Más allá de la discusión en torno al supuesto de racionalidad detrás del comportamiento del consumidor, hoy es universalmente aceptada la idea de que es necesario que existan normas que protejan al consumidor frente a los problemas de asimetría de información y de negociación. Como se ha mencionado, en la mayoría de países con economías de mercado existen leyes que protegen los derechos de los consumidores frente a los problemas informacionales y de asimetría en la capacidad de negociación, arriba mencionados. La protección de estos derechos dependerá también del acceso efectivo de los ciudadanos y consumidores a la justicia, y de un adecuado marco de cumplimiento de la ley. De la existencia de esos derechos y de su protección eficaz dependerá que la disponibilidad de una pluralidad de opciones se traduzca en una efectiva libertad de elección y en una efectiva soberanía del consumidor.
Síntesis: políticas públicas para países en desarrollo
Como menciona Rothenberg (1962, p. 26), la aproximación al concepto de soberanía del consumidor puede ser de carácter descriptivo o normativo. La primera se centra en determinar de qué manera la producción y la oferta son efectivamente determinadas por las preferencias de los consumidores. La segunda postula que la soberanía del consumidor es un objetivo ideal de política, en virtud del cual el desempeño de la economía es susceptible de ser evaluado.

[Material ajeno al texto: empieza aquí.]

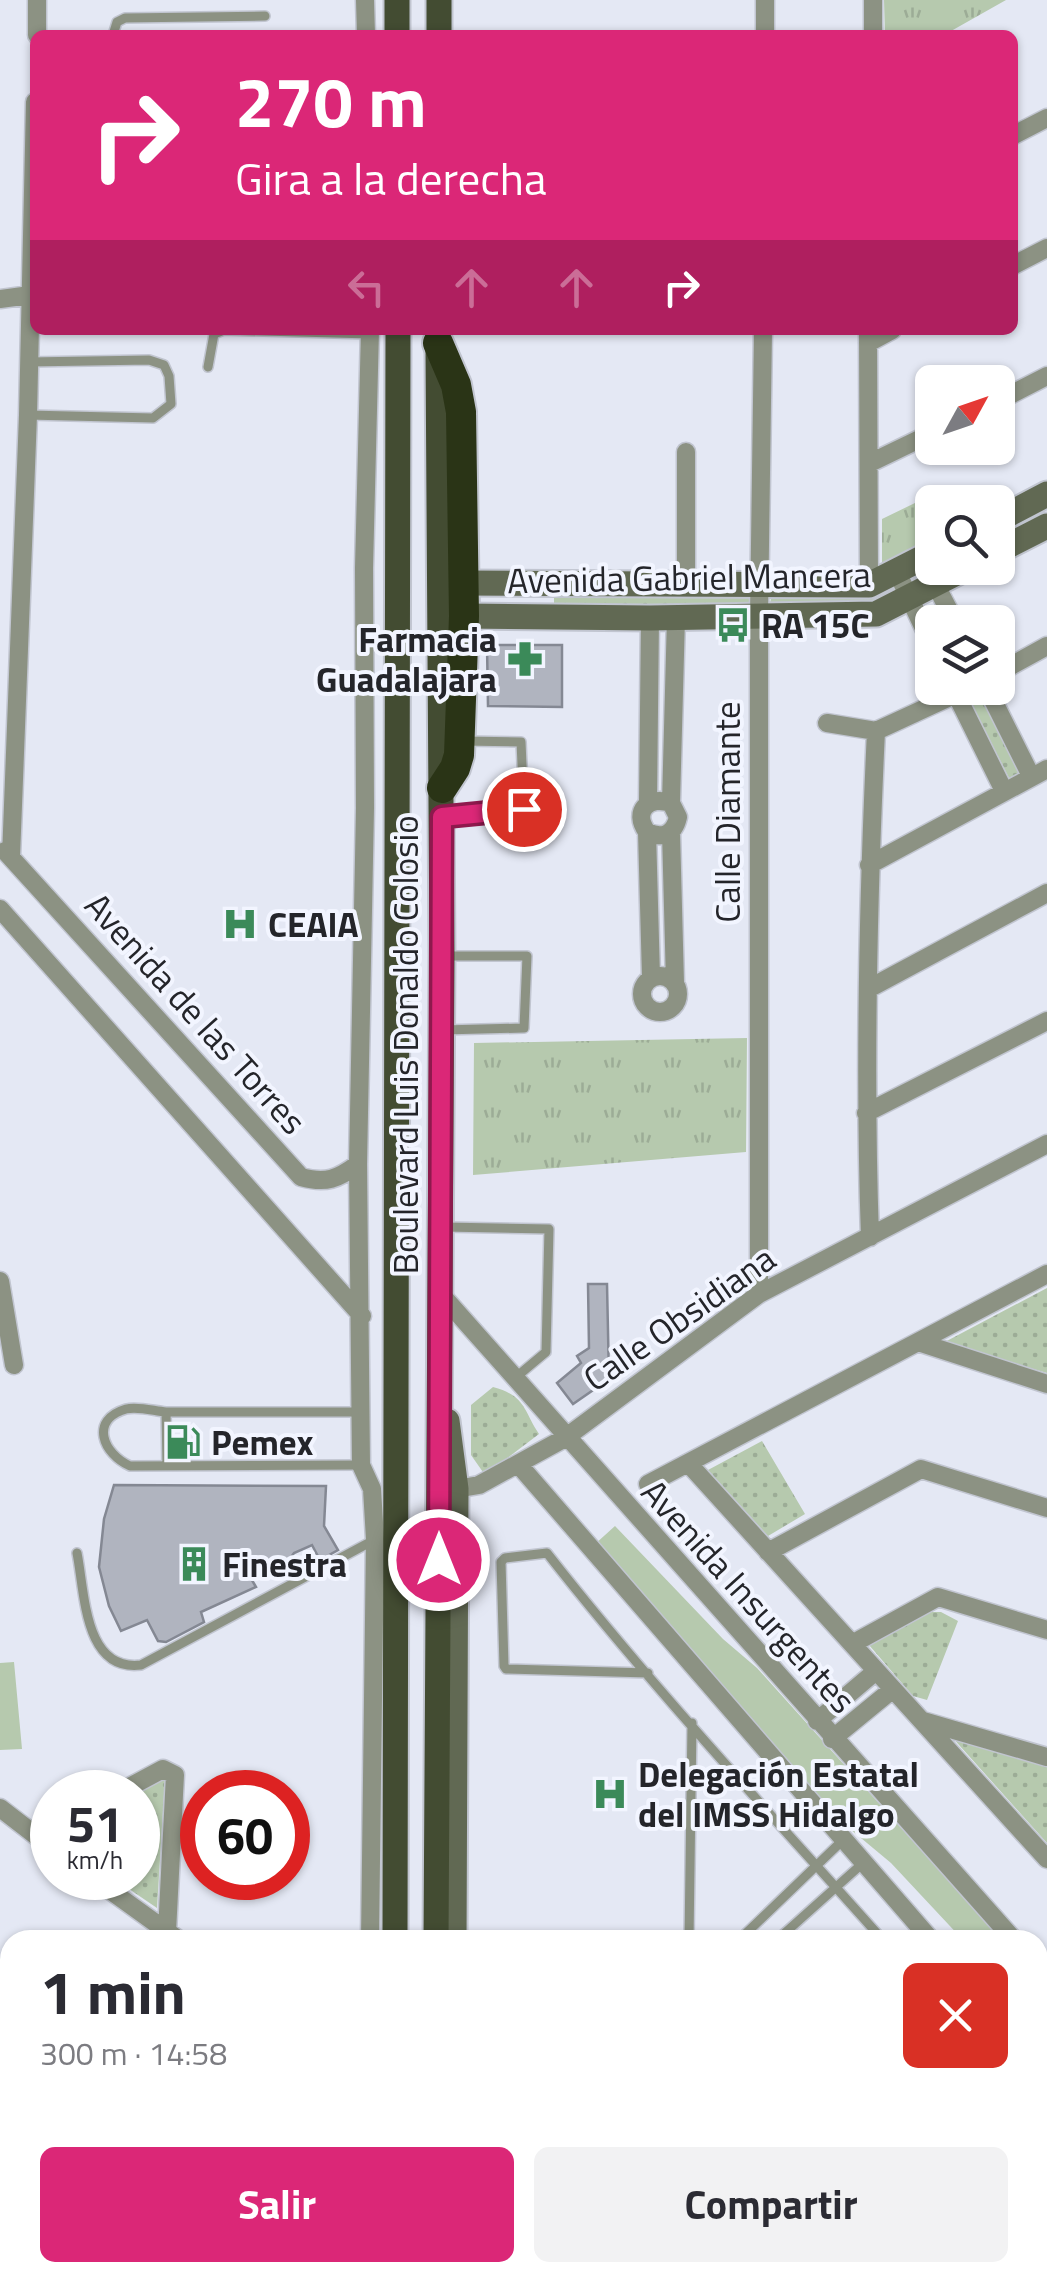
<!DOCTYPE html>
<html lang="es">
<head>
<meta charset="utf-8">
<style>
  :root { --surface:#fff; --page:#f2f2f3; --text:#2b2b33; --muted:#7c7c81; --accent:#db2777 }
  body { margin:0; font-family:"Titillium Web",sans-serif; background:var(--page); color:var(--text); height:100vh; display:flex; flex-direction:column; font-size:38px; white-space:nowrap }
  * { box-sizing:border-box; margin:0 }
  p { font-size:32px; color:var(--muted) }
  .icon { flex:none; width:55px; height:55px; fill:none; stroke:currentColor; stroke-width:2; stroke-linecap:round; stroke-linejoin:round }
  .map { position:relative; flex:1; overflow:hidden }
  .sheet { position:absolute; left:0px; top:1930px; width:1048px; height:352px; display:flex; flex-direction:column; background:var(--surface); border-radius:30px 30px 0 0; box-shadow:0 2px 8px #0004 }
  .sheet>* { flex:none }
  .guide { position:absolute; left:30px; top:30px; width:988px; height:305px; border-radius:15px; box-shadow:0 2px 8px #0004; background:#db2777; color:#fff; overflow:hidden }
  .needle { width:65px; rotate:50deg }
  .tools { position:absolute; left:915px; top:365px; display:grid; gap:20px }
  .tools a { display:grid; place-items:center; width:100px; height:100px; border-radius:15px; background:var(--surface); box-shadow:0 2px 8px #0004; font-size:50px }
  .speed { position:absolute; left:30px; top:1770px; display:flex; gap:20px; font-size:50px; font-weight:700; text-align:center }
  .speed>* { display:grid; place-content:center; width:130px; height:130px; border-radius:50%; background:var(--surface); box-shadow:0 2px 8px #0004; line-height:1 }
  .speed small { font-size:25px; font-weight:400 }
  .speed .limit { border:15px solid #d22; background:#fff; color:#111 }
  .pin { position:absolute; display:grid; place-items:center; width:85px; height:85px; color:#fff; margin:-42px; border:5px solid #fff; border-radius:50%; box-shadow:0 2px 10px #0007 }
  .me { position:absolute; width:110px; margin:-55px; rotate:0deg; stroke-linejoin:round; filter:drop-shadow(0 0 8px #0008) }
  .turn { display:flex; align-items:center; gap:35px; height:210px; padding:0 40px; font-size:45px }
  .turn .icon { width:130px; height:130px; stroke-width:2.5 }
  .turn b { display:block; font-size:70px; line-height:85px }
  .lanes { display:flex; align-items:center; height:95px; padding:0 40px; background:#0003; justify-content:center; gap:50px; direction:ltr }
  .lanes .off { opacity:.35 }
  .round { display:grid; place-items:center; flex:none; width:105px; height:105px; border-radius:15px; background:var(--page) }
  .head { display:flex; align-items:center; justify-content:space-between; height:170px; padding:0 40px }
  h1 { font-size:60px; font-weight:700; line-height:75px }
  .button { display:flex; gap:20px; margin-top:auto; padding:20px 40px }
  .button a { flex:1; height:115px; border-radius:15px; background:var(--accent); color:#fff; font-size:40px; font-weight:700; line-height:115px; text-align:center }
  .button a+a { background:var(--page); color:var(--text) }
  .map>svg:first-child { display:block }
  .grass { fill:url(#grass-tufts) }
  .park { fill:#b6c9ae }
  .garden { fill:url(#garden-dots) }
  .building { fill:#b0b4bf; stroke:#848893; stroke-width:2.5 }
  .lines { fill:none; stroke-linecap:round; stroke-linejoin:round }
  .lane-casing { stroke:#c1c5d0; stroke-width:12 }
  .street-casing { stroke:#c1c5d0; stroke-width:21 }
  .secondary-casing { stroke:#c1c5d0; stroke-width:29 }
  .primary-casing { stroke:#c1c5d0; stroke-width:29 }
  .highway-casing { stroke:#c1c5d0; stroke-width:34 }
  .lane { stroke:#8c9283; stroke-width:9 }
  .street { stroke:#8c9283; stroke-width:18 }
  .secondary { stroke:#616953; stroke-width:25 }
  .primary { stroke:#434c32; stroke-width:25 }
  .highway { stroke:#2a3416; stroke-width:30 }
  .route-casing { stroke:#8e194d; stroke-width:25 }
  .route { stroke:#db2777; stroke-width:18 }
  .labels { text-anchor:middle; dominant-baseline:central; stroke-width:8; stroke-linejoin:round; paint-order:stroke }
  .street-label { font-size:35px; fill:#24252a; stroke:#f2f5ff }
  .poi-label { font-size:35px; font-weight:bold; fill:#24252a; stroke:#f2f5ff; text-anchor:start }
</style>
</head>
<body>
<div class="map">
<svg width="1047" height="2282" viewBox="0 0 1047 2282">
  <defs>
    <pattern id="grass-tufts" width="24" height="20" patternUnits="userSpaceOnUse" patternTransform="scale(2.5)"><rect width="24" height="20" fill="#b6c9ae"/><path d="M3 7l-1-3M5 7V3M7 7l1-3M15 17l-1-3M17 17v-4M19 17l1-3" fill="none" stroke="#9cac96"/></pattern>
    <pattern id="garden-dots" width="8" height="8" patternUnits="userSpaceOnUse" patternTransform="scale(2.5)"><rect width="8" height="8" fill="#b6c9ae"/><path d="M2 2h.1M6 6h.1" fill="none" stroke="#9cac96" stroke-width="1.8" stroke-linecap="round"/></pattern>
  </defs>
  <rect width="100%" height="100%" fill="#e4e8f4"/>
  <path class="grass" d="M884,0H1006L944,35H885Z
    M950,486L959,502H932V540L882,565V519Z
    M747,1038L746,1152L473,1175L474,1043Z"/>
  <path class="park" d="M615,1526L723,1639L757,1668L1002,1940H963L891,1863L843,1823L594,1545Z
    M14,1662L22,1749L0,1750V1663Z
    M527,2272H787V2282H519Z"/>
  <path class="garden" d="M882,591L886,598L882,602L770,606L771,597Z
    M554,596H751V605L554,606Z
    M981,698L1019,773L1009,778L971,703Z
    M1047,1288V1373L943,1343Z
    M493,1387C526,1396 523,1410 539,1434L485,1475L471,1455V1405Z
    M762,1441L805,1514L768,1536L708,1470Z
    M930,1612H941L958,1621L927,1700L913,1696L869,1645Z
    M951,1736L1047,1765V1843Z
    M165,1778L157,1908L113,1878H138V1794Z"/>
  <path class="building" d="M487,645H562V707L488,706Z
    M588,1284H607L609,1379L573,1404L557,1383L581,1363L577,1356L589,1348Z
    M114,1485L326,1486L324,1526L338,1550L320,1560L312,1545L294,1553L280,1572L249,1575L256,1587L201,1612L204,1622L166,1642L158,1641L147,1620L121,1631L109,1606L99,1567L104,1519Z"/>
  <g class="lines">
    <defs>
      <path id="lane" d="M113,35L117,22L125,18L265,16
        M208,367L214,334L224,330L370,334
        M28,415L153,418L171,404L169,376L164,365L149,360L29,362
        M444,816L524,809L521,742L463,741
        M443,1030L524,1028L527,956H445
        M444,1227L549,1229L546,1352L515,1378
        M166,1412L167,1466
        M360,1412H166C154,1411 138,1406 126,1409C89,1420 103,1454 130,1466L361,1465
        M77,1553C85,1593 84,1672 141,1665L376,1539
        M648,1673L506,1669L504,1666L501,1562L505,1558L547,1553C652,1687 770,1813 883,1940
        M689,1940L692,1723
        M739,1940L843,1840
        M777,1940L863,1863"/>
      <path id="street" d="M365,0L366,35
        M37,35V0
        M765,35V0
        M873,35V0
        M1012,136L1047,118
        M1012,266L1047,248
        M0,299L30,295
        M868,330L869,585
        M868,343L892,330
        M998,401L1047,376
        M870,463L932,433
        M897,572L932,645
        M930,574L955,622
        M686,584V452
        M998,673L1047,646
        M953,688L1004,791
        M987,688L1031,776
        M827,723L876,731L969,688
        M648,802L650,618
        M671,803C649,795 632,811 647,832C662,839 674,835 678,817L671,803L676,617
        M647,832L651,977
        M671,832L675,983
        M5,851L301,1177C326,1184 338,1179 358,1164
        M11,857L28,415L35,102
        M869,865L1047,769
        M0,909L362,1316
        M642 994a18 18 0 1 1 36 0a18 18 0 1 1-36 0Z
        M868,989L1047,893
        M866,1113L1047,1021
        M870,1237C864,1068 868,900 876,731
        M0,1281L14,1365
        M439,1292L1014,1940
        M759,1294V616L763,330
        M918,1342L1047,1384
        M688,1463L1047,1859
        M519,1465L931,1940
        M648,1484L1047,1274
        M456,1489L479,1485L565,1438L759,1294L1047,1144
        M768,1552L921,1469L1047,1508
        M852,1644L938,1597L1047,1630
        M817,1721L876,1671
        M923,1721L1047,1757
        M832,1739L893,1689
        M120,1792L163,1769L175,1775L167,1932
        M0,1808L52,1848
        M93,1878L179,1940
        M370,1940L375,1539L372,1489L361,1465L358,1164L365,808L364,568L370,330
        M1038,1966L1047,1976
        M0,2008L10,2016
        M1038,2019L1047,2013
        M1038,2099H1047
        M0,2141L10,2139
        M1038,2207H1047
        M806,2272V2282
        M35,2282L72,2272
        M353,2282V2272"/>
      <path id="secondary" d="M998,520L1047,494
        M998,551L1047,526
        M463,583L869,585L932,553
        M464,616L650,618L876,614L966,568
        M447,1421L456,1489L454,1940
        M439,2282L440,2272"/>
      <path id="primary" d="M397,0V35
        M439,35V0
        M395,1940L398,330
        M436,1940L442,956L438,350
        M378,2282V2272
        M418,2282L419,2272"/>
      <path id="highway" d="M438,343L456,385L461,412L464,616L459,755L455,768L442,788"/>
    </defs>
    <use href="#lane" class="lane-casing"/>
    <use href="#street" class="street-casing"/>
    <use href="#secondary" class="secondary-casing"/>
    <use href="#primary" class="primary-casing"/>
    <use href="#highway" class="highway-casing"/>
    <use href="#lane" class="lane"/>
    <use href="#street" class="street"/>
    <use href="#secondary" class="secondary"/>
    <use href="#primary" class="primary"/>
    <use href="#highway" class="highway"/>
  </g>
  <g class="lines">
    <defs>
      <path id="route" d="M439,1560L442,817L524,809"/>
    </defs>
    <use href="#route" class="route-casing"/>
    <use href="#route" class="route"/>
  </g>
  <defs>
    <symbol id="bus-bare" viewBox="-9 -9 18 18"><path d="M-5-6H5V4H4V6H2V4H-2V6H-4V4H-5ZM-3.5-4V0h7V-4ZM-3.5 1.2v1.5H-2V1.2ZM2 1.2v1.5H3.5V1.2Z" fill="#3b8a59" stroke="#f2f5ff" stroke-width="2.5" paint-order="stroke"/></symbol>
    <symbol id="pharmacy-bare" viewBox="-9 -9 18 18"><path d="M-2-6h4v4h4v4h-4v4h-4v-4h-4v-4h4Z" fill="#3b8a59" stroke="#f2f5ff" stroke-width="2.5" paint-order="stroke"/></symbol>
    <symbol id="hospital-bare" viewBox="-9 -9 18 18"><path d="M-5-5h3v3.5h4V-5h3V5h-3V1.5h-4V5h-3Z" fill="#3b8a59" stroke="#f2f5ff" stroke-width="2.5" paint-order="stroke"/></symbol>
    <symbol id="fuel-bare" viewBox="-9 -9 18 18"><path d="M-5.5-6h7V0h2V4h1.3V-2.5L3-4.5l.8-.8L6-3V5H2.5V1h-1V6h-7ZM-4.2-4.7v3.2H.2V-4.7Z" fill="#3b8a59" stroke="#f2f5ff" stroke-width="2.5" paint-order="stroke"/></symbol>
    <symbol id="building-bare" viewBox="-9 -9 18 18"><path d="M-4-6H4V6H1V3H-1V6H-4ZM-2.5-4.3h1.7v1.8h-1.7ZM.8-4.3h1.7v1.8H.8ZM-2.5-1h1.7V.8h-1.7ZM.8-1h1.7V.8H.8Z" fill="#3b8a59" stroke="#f2f5ff" stroke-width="2.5" paint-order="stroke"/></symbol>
  </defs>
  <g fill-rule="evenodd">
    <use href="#bus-bare" x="708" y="600" width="50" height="50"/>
    <use href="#pharmacy-bare" x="500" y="634" width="50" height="50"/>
    <use href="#hospital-bare" x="215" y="899" width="50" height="50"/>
    <use href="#fuel-bare" x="158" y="1417" width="50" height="50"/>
    <use href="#building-bare" x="169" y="1539" width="50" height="50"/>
    <use href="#hospital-bare" x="585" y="1769" width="50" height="50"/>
  </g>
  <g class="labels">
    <g class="street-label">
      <text transform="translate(689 577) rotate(-1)">Avenida Gabriel Mancera</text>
      <text transform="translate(727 812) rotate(-90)">Calle Diamante</text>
      <text transform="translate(196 1013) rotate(48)">Avenida de las Torres</text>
      <text transform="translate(405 1045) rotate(-90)">Boulevard Luis Donaldo Colosio</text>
      <text transform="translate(679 1318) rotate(-35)">Calle Obsidiana</text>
      <text transform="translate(749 1596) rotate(48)">Avenida Insurgentes</text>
    </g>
    <g class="poi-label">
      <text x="761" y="625">RA 15C</text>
      <text x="497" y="639" text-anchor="end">Farmacia<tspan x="497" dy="40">Guadalajara</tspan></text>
      <text x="268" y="924">CEAIA</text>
      <text x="211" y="1442">Pemex</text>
      <text x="222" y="1564">Finestra</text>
      <text x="638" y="1774">Delegación Estatal<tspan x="638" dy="40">del IMSS Hidalgo</tspan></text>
    </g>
  </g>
</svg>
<div class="tools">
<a><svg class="needle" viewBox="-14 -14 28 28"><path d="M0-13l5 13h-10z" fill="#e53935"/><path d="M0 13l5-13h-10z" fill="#7c7c81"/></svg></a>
<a><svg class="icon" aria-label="search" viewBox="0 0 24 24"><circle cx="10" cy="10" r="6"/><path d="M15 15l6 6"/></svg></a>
<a><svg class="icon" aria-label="layers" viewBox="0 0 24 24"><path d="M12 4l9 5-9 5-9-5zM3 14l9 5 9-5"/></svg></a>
</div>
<div class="speed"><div>51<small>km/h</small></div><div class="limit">60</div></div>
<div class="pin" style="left:524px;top:809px;background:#d93025"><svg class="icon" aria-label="arrive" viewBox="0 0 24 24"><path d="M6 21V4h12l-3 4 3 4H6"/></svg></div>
<svg class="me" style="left:439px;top:1560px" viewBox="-20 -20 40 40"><circle r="17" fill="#db2777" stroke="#fff" stroke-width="3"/><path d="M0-11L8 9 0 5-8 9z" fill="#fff"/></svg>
<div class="guide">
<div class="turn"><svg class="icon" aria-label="right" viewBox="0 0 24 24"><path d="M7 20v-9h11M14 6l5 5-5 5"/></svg><div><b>270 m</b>Gira a la derecha</div></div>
<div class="lanes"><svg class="icon off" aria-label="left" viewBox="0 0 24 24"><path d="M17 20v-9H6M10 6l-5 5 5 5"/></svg><svg class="icon off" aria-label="ahead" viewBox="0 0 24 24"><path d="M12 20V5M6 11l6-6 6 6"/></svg><svg class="icon off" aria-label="ahead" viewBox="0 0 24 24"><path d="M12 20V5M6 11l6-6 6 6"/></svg><svg class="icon" aria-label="right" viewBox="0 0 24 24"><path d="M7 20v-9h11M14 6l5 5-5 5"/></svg></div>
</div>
<section class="sheet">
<div class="head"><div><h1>1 min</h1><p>300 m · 14:58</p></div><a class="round" style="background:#d93025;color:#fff"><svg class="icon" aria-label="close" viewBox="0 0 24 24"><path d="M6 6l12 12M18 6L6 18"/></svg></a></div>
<div class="button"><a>Salir</a><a>Compartir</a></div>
</section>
</div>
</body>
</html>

En el presente artículo se ha optado por este último enfoque, que coincide con la óptica original del artículo de Hutt.
En las secciones anteriores se planteó que para que el mercado permita ejercer una auténtica libertad de elección a los consumidores y para que los patrones de producción respondan a sus preferencias, es preciso atenderles un conjunto de necesidades básicas, garantizarles el acceso a una pluralidad de opciones cuando sea posible y asegurarles el acceso a la justicia de consumo.
Desde una perspectiva de políticas públicas, cualquier agenda que plantee como objetivo una efectiva primacía del consumidor, a partir de la defensa de libertades individuales, debe dar prioridad a las que apunten a satisfacer las necesidades básicas que potencien sus capacidades de desarrollo; en segundo lugar a las políticas regulatorias de la competencia; y, en tercer lugar, a la eficaz protección de los derechos del consumidor, con base en rigurosos análisis costo-beneficio.
Es difícil que los enfoques basados exclusivamente en el laissez faire garanticen que los mercados por sí solos aseguren que la soberanía del consumidor sea una consecuencia natural del ejercicio de una auténtica la libertad de elección.
De una adecuada y oportuna combinación de instrumentos de política que permitan asegurar un piso mínimo de igualdad de oportunidades y que apunten a garantizar las condiciones reseñadas en este artículo para asegurar la libertad de elección de todos los consumidores (tanto de proceso como de oportunidad) dependerá que los países en desarrollo se acerquen al ideal propuesto por Hutt: tener mercados donde sean los auténticos soberanos.